=== Your instructions ===
Across the entries below, count the lines in which the word "What" occurs. Reply with the count alone.

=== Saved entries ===

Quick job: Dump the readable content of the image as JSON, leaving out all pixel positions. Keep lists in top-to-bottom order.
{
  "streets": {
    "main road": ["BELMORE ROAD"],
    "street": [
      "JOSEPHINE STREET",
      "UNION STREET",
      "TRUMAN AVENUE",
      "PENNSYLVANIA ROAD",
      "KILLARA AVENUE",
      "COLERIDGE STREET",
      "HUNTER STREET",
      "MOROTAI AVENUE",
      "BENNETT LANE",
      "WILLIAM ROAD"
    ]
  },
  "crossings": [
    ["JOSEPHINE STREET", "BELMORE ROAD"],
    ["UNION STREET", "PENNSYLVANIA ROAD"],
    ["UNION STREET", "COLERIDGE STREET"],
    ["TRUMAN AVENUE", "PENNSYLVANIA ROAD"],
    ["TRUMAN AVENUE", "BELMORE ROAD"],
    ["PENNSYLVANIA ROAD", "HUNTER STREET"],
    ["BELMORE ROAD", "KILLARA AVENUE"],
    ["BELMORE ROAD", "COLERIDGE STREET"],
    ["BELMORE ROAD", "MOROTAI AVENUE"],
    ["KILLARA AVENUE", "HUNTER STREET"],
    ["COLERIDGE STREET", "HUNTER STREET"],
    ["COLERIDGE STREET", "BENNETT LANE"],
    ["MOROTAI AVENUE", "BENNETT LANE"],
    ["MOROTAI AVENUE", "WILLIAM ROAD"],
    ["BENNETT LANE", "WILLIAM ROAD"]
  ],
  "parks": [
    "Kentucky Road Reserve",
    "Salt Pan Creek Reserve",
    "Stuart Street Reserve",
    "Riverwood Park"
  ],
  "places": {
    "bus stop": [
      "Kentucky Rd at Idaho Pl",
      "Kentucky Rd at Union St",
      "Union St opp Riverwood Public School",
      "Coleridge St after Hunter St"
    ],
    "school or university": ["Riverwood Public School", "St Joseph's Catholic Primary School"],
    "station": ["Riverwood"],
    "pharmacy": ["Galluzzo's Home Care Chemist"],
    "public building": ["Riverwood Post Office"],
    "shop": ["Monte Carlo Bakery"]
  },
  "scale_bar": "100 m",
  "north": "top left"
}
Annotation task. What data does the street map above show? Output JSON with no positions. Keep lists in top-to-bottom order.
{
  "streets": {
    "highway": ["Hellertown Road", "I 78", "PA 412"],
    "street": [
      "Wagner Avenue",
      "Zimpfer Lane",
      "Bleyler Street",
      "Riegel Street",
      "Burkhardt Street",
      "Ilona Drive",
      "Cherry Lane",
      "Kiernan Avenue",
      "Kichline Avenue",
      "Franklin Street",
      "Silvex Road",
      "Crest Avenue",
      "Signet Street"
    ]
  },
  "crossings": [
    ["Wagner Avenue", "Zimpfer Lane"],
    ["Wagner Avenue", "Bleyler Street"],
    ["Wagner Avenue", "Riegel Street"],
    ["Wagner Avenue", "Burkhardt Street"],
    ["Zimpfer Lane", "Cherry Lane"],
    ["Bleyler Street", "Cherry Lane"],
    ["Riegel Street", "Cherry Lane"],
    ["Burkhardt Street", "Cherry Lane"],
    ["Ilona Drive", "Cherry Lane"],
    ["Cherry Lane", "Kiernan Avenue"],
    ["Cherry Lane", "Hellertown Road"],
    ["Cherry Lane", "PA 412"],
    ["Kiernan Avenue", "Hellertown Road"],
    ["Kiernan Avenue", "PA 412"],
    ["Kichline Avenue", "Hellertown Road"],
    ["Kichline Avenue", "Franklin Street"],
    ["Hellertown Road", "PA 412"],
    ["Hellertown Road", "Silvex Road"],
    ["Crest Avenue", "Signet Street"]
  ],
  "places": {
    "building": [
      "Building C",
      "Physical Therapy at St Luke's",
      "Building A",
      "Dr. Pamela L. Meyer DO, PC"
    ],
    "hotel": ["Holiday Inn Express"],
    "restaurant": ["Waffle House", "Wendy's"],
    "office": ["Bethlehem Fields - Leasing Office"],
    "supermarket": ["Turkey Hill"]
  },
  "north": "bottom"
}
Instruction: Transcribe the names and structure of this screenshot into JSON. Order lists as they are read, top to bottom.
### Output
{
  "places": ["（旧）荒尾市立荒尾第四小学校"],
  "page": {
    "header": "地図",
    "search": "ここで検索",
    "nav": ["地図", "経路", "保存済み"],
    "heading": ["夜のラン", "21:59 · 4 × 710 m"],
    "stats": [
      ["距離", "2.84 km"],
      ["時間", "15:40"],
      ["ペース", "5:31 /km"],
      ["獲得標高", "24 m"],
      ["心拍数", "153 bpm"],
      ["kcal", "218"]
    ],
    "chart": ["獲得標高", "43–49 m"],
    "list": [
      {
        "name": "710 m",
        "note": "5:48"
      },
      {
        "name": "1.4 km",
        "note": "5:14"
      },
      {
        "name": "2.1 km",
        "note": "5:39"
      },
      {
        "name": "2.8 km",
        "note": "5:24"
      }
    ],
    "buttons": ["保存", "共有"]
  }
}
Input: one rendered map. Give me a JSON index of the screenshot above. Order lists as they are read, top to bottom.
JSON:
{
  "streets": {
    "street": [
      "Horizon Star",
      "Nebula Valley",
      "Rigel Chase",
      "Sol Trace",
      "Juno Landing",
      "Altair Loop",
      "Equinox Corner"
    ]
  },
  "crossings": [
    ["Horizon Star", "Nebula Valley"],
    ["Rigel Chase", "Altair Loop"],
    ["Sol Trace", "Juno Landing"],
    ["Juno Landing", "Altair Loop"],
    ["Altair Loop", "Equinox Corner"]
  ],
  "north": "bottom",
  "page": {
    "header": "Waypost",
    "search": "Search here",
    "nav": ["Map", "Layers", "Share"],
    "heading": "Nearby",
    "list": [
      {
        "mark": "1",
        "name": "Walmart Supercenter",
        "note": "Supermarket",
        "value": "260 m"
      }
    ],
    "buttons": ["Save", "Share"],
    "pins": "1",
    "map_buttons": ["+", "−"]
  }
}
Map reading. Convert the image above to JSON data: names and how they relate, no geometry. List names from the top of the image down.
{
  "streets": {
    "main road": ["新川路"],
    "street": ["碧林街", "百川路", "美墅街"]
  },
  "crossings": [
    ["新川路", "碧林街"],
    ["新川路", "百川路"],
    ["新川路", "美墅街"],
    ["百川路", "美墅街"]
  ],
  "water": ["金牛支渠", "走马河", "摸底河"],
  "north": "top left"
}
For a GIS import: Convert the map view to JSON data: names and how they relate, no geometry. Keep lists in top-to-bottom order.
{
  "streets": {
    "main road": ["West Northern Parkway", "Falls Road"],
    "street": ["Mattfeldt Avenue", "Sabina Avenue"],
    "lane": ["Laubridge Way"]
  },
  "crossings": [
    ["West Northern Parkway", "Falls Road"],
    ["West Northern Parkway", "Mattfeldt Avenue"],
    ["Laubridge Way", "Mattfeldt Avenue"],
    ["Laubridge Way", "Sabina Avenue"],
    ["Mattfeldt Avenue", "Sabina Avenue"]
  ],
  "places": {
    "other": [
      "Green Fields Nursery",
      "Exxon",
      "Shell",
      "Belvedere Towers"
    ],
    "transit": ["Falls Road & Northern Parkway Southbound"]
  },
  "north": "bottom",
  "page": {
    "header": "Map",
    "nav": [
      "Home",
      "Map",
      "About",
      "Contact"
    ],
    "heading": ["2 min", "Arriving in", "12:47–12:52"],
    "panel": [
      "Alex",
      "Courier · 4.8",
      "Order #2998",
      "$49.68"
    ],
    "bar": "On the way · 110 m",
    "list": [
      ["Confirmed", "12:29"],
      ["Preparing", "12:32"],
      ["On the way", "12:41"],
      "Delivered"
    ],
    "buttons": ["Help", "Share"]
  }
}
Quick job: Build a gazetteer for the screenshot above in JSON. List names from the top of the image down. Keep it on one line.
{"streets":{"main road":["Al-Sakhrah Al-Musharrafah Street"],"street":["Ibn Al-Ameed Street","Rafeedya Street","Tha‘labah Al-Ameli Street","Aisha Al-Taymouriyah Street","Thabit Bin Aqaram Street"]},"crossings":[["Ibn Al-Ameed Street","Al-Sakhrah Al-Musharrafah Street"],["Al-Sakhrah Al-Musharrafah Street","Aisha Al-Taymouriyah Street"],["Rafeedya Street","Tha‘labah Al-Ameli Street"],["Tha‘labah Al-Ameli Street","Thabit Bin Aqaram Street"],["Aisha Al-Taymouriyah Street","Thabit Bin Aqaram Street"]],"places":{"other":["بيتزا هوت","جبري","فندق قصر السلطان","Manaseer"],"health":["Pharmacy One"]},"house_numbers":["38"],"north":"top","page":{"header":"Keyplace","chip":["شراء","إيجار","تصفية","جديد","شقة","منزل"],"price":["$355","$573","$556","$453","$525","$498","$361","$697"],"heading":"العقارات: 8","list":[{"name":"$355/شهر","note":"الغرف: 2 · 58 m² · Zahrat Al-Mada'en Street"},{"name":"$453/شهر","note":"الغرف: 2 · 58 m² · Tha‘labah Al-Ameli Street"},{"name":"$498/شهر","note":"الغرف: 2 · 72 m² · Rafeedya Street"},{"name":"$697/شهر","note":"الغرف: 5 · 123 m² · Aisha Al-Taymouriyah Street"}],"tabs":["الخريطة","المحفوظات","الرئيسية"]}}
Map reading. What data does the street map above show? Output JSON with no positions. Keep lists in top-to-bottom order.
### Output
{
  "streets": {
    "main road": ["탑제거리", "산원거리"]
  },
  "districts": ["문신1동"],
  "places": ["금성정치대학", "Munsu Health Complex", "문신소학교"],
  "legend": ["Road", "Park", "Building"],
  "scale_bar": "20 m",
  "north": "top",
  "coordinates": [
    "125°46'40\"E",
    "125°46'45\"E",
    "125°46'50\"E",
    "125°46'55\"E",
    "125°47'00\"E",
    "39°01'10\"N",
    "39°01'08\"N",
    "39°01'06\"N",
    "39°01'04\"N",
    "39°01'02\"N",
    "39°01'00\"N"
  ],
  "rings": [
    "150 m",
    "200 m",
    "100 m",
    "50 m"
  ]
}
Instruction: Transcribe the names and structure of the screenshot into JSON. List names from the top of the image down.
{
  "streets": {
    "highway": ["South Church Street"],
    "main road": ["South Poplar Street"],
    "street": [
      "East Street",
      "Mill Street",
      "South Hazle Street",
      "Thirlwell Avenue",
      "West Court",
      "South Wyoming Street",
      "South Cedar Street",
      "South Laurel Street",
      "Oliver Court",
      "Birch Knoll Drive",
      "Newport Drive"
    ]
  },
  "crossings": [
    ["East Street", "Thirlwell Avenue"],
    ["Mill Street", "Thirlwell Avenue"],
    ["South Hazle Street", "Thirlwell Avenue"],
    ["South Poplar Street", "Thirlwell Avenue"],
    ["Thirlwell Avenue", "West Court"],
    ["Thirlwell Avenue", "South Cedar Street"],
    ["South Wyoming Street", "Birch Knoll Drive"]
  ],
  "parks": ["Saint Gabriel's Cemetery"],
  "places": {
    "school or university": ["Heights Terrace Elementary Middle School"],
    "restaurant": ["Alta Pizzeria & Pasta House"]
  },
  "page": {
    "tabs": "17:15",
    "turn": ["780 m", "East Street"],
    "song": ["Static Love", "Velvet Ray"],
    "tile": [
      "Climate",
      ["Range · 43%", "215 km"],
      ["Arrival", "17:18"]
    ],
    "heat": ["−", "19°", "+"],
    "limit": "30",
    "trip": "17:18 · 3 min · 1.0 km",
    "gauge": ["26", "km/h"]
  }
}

=== Solution to the problem ===
2